US Rep. Ilhan Omar (D-MN) (L) talks with Speaker of the House Nancy Pelosi (D-CA) during a rally with fellow Democrats before voting on H.R. 1, or the People Act, on the East Steps of the US Capitol on March 08, 2019 in Washington, DC. (AFP photo)
US Marines board a transport aircraft headed to Kandahar, Afghanistan in 2014. (Photo by AFP)

In an admission of defeat in its longest military adventure so far, the US government Thursday said the war in Afghanistan has “not been won militarily” as it draws curtains on the 20-year long campaign.

White House spokesperson Jen Psaki said the US President Joe Biden had “no plans” of marking the complete drawdown of US-led allied forces from the war-ravaged country.

Answering questions from reporters at a White House presser, she said Biden might speak on Afghanistan in the future in terms of plans for the end.

“We're not going to have a mission accomplished moment in this regard,” Psaki said. “It's a 20-year war that has not been won militarily.”

It came as Biden defended his decision to pull US troops out of Afghanistan, confirming the US military mission will end on Aug. 31, ahead of his original Sept. 11 deadline.

“I will not send another generation of Americans to war in Afghanistan with no reasonable expectation of achieving a different outcome,” the US President said Thursday.

“Our military commanders advised me that once I made the decision to end the war, we needed to move swiftly to conduct the main elements of the drawdown.
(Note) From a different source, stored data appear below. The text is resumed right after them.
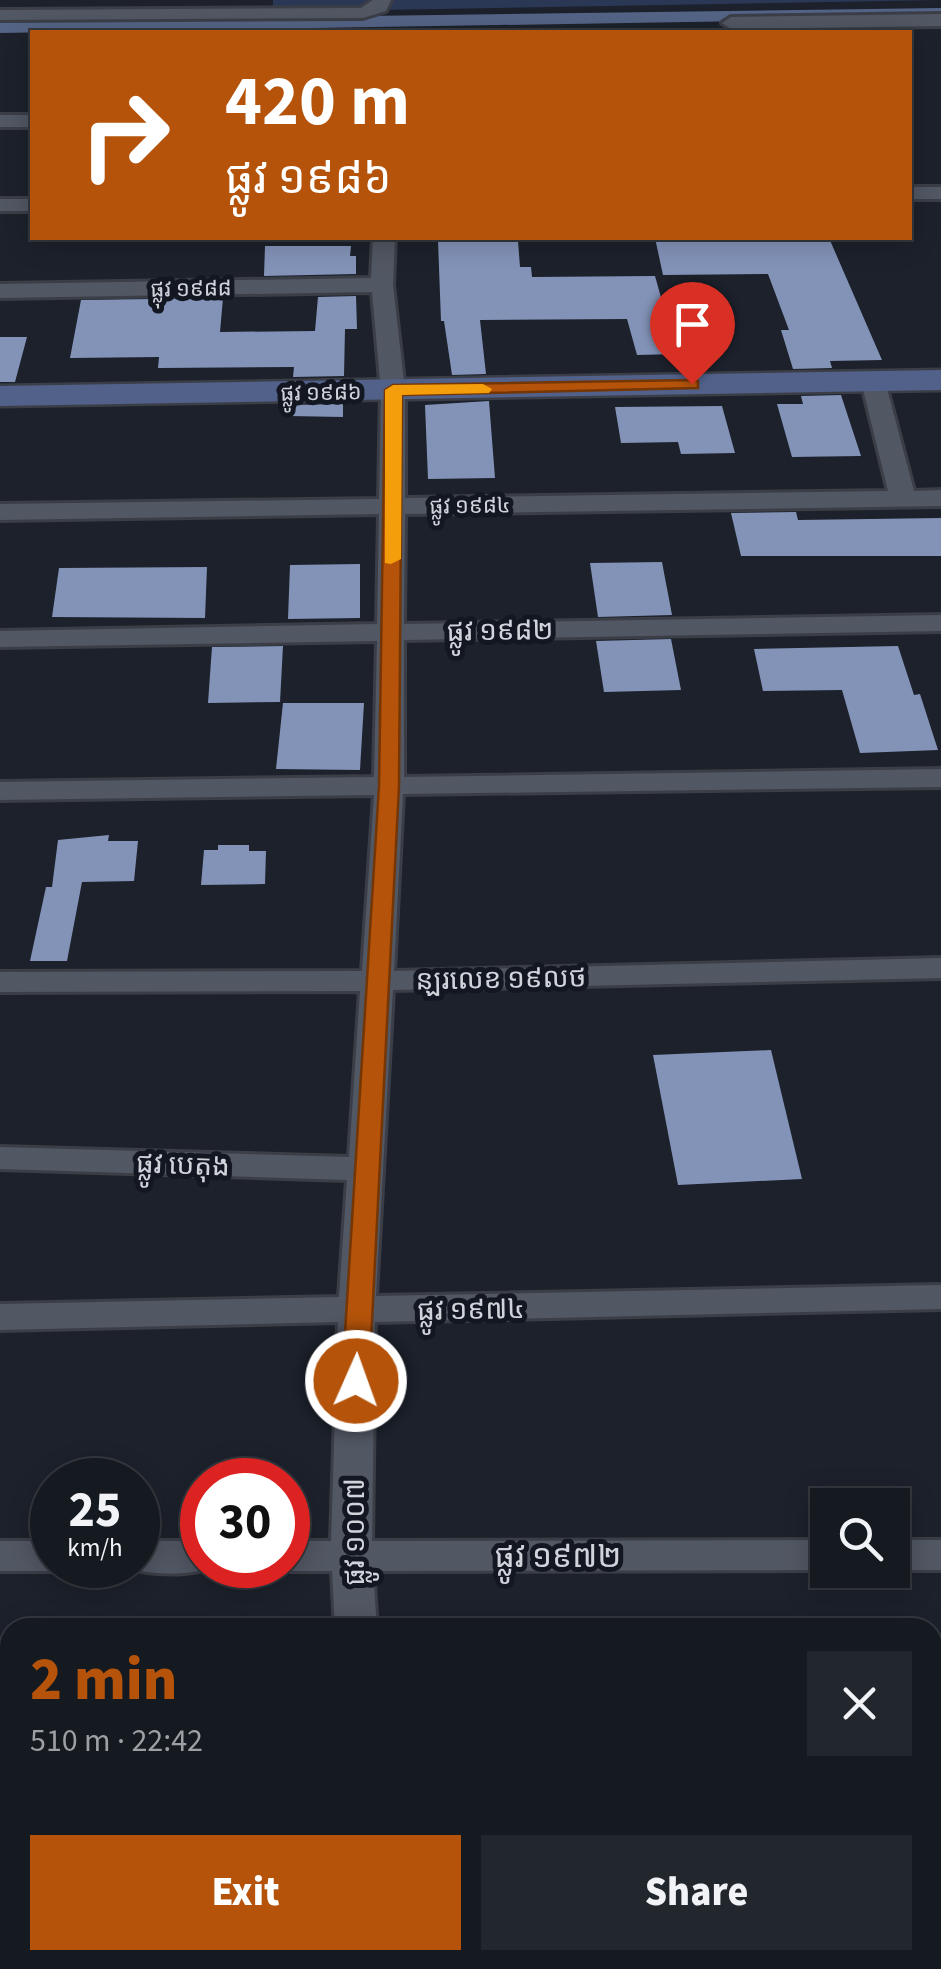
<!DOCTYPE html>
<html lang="en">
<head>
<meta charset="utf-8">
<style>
  :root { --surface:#151920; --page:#22262d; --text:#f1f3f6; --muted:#9da0a5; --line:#34383e; --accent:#b45309 }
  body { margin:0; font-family:"Source Sans 3","Noto Sans Khmer",sans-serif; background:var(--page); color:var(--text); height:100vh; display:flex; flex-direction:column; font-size:38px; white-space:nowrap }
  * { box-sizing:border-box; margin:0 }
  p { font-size:32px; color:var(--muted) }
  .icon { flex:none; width:55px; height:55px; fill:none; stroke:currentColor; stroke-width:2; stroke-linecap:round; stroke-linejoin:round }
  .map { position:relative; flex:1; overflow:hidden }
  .sheet { position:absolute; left:0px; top:1618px; width:942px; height:352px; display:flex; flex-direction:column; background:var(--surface); border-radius:30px 30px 0 0; box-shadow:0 5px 25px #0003,0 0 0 2px var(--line) }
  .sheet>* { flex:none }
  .top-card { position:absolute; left:30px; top:30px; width:882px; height:210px; border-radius:0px; box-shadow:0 5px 25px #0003,0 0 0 2px var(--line); background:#b45309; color:#fff; overflow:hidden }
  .tools { position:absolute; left:810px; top:1488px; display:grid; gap:20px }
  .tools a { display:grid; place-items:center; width:100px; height:100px; border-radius:0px; background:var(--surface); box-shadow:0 5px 25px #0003,0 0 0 2px var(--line); font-size:50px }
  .speed { position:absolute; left:30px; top:1458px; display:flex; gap:20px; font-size:50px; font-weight:700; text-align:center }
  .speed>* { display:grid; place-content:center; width:130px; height:130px; border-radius:50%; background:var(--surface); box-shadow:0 5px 25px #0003,0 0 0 2px var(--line); line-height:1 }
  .speed small { font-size:25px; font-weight:400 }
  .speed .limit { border:15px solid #d22; background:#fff; color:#111 }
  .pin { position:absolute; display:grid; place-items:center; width:85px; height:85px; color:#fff; margin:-102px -42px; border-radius:50% 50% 50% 0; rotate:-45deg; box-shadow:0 0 10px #0007 }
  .pin .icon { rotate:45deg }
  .me { position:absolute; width:110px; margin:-55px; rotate:2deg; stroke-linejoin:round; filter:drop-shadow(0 0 8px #0008) }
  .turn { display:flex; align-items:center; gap:35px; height:210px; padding:0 30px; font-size:45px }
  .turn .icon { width:130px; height:130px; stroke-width:2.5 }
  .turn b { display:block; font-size:70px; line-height:85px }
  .round { display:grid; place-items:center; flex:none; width:105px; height:105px; border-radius:0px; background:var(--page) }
  .summary { display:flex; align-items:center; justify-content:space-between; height:170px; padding:0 30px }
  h1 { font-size:60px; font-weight:800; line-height:75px; color:var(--accent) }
  .primary-button { display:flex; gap:20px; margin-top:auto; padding:20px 30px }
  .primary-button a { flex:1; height:115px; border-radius:0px; background:var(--accent); color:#fff; font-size:40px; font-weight:800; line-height:115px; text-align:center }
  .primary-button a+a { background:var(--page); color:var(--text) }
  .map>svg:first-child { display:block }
  .green { fill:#2a3755 }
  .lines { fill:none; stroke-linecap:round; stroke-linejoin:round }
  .canal { fill:#546486; fill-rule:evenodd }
  .building { fill:#8393b8 }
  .street-casing { stroke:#3b3e47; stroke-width:6 }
  .secondary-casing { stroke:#3b3e47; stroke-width:5 }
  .street { fill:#515763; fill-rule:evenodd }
  .secondary { fill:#51618a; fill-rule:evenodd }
  .route { fill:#b45309; stroke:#753606; stroke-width:2.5 }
  .slow { fill:#f59e0b }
  .labels { text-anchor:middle; stroke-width:10; stroke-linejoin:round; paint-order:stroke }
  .far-street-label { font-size:22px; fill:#d0d3da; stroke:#131721 }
  .street-label { font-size:28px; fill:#d0d3da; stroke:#131721 }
  .near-street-label { font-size:32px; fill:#d0d3da; stroke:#131721 }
</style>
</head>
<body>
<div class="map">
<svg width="941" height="1969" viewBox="0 0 941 1969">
  <rect width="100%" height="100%" fill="#1c212b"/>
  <!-- green -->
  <polygon class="green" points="273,0 941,0 273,12"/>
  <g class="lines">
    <!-- canal -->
    <polygon class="canal" points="941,8 941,18 0,33 0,21"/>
  </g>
  <!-- building -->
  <g class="building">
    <polygon points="655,238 829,238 882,360 830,361 832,368 793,369 781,330 789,330 768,274 663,275"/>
    <polygon points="438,241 518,241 520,267 531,267 532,277 655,276 677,354 637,355 627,319 480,320 486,374 452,375 444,321 441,321"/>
    <polygon points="265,246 351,246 350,256 356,256 356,274 264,276"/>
    <polygon points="356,296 357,329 345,329 344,376 293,377 294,367 158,368 159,357 70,358 81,300 223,298 220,332 315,331 318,297"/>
    <polygon points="0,337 27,337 15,382 0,382"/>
    <polygon points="841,395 861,456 792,457 777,404 803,404 801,396"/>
    <polygon points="489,401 495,478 428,479 425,405"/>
    <polygon points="343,404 343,417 289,416 290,405"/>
    <polygon points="722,406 735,453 681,454 678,442 621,443 615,407"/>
    <polygon points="796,512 798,520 941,518 941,556 741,556 731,513"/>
    <polygon points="662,562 672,615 598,617 590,563"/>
    <polygon points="360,564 360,618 288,619 290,565"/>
    <polygon points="207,567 205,618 52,617 59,568"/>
    <polygon points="671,639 681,690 604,692 596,641"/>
    <polygon points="283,646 280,702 208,703 212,647"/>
    <polygon points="898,646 914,695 920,694 938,750 860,753 842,690 763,691 754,649"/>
    <polygon points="283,703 364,703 360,770 276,769"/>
    <polygon points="109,835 108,841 138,841 134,881 82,882 67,961 30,961 46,887 52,887 58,840"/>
    <polygon points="218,845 249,845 249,851 266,851 265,884 201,885 204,850 218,850"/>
    <polygon points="771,1050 802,1179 678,1185 653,1055"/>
  </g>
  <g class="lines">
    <defs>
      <g id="street">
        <polygon points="373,0 391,0 386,11 363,18 0,20 0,10 361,8"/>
        <polygon points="941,14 941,26 731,29 722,23 731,17"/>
        <rect x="0" y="115" width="32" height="12"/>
        <rect x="910" y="187" width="31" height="12"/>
        <rect x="0" y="199" width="32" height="12"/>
        <polygon points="373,238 395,238 393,285 405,391 405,498 888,491 861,381 873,374 885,381 914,491 941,490 941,506 405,514 404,624 941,615 941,631 404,640 404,777 941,769 941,787 403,794 394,971 941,958 941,978 393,990 376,1296 941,1285 941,1309 375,1322 372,1541 828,1540 828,1570 373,1571 377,1628 335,1628 332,1571 288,1571 273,1565 288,1565 288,1541 331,1541 338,1322 0,1330 0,1304 339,1297 347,1180 0,1169 0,1147 349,1157 360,991 0,992 0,972 362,971 374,795 0,800 0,782 374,777 377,641 0,647 0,631 377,624 379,514 0,520 0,504 379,499 381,391 372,292 0,298 0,284 371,278"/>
        <rect x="892" y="1540" width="49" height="30"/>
        <polygon points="0,1541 52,1541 52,1565 67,1565 52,1571 0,1571"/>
        <path d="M 138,1541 L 202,1541 L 202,1565 L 217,1565 C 193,1577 149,1575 124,1567 L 138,1565 Z"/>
        <rect x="932" y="1868" width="9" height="38"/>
        <polygon points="359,1960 405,1960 406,1969 360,1969"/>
      </g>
      <polygon id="secondary" points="941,370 941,390 0,406 0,386"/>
    </defs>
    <!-- street casing -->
    <use href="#street" class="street-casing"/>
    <!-- secondary casing -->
    <use href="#secondary" class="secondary-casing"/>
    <!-- street -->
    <use href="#street" class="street"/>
    <!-- secondary -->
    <use href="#secondary" class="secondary"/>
  </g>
  <!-- route -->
  <polygon class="route" points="692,380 698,381 698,388 402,395 399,786 369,1381 365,1388 346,1388 342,1381 379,786 385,390 393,385"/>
  <!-- slow -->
  <polygon class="slow" points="483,384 492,389 489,393 402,395 401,559 391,564 385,563 385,390 393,385"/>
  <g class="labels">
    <!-- far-street labels -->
    <g class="far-street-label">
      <text transform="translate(191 288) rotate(-1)" y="8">ផ្លុវ ១៩៨៨</text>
      <text transform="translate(321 392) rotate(-1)" y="8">ផ្លូវ ១៩៨៦</text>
      <text transform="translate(470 505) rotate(-1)" y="8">ផ្លូវ ១៩៨៤</text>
    </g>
    <!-- street labels -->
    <g class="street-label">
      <text transform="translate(500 630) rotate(-1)" y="10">ផ្លូវ ១៩៨២</text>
      <text transform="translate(501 978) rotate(-1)" y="10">ន្ឡរលេខ ១៩លថ</text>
      <text transform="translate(183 1164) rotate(2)" y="10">ផ្លូវ បេតុង</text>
      <text transform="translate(471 1309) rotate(-1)" y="10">ផ្លូវ ១៩៧៤</text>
      <text transform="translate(354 1532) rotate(-90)" y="10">ផ្លូវ ១០០៧</text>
    </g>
    <!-- near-street labels -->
    <g class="near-street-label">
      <text x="558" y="1567">ផ្លូវ ១៩៧២</text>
    </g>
  </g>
</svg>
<div class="tools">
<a><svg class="icon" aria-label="search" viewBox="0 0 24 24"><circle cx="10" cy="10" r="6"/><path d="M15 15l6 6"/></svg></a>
</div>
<div class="speed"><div>25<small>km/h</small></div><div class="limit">30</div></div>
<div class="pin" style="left:692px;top:384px;background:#d93025"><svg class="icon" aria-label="arrive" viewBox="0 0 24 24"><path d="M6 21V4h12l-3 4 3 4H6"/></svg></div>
<svg class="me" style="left:356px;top:1381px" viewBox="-20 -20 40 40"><circle r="17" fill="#b45309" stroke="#fff" stroke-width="3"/><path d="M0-11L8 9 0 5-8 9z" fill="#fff"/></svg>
<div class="top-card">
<div class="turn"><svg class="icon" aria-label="right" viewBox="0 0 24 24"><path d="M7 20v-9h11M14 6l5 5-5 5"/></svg><div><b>420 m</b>ផ្លូវ ១៩៨៦</div></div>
</div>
<section class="sheet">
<div class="summary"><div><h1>2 min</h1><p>510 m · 22:42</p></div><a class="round"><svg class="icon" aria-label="close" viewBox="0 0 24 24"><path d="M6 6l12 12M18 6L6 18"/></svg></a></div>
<div class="primary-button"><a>Exit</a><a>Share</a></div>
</section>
</div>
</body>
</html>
And in this context, speed is safety,” he asserted.

US Central Command (CENTCOM) on Tuesday announced that the process to withdraw American forces from the war-torn country is more than 90% complete.

Last week, US troops quietly vacated Bagram Air Base, the largest US military installation in Afghanistan, which once hosted more than 100,000 US troops.

The US withdrawal from the country comes amidst surge in violence and takeover of multiple districts in northern parts of the country by the Taliban militant group.

Biden also said that “the likelihood there will be one unified government in Afghanistan controlling the whole country is highly unlikely.”

The US president has faced criticism at home over the withdrawal, although his Republican predecessor Donald Trump had brokered an agreement with the Taliban to end US involvement in the war.

He has also been accused by Afghan politicians and human rights activists of abandoning the country at a time when the Taliban and its affiliates have upped the ante.

According to conservative estimates by local and international rights groups, close to 47,600 civilians have been killed in Afghanistan during the 20 years of US invasion.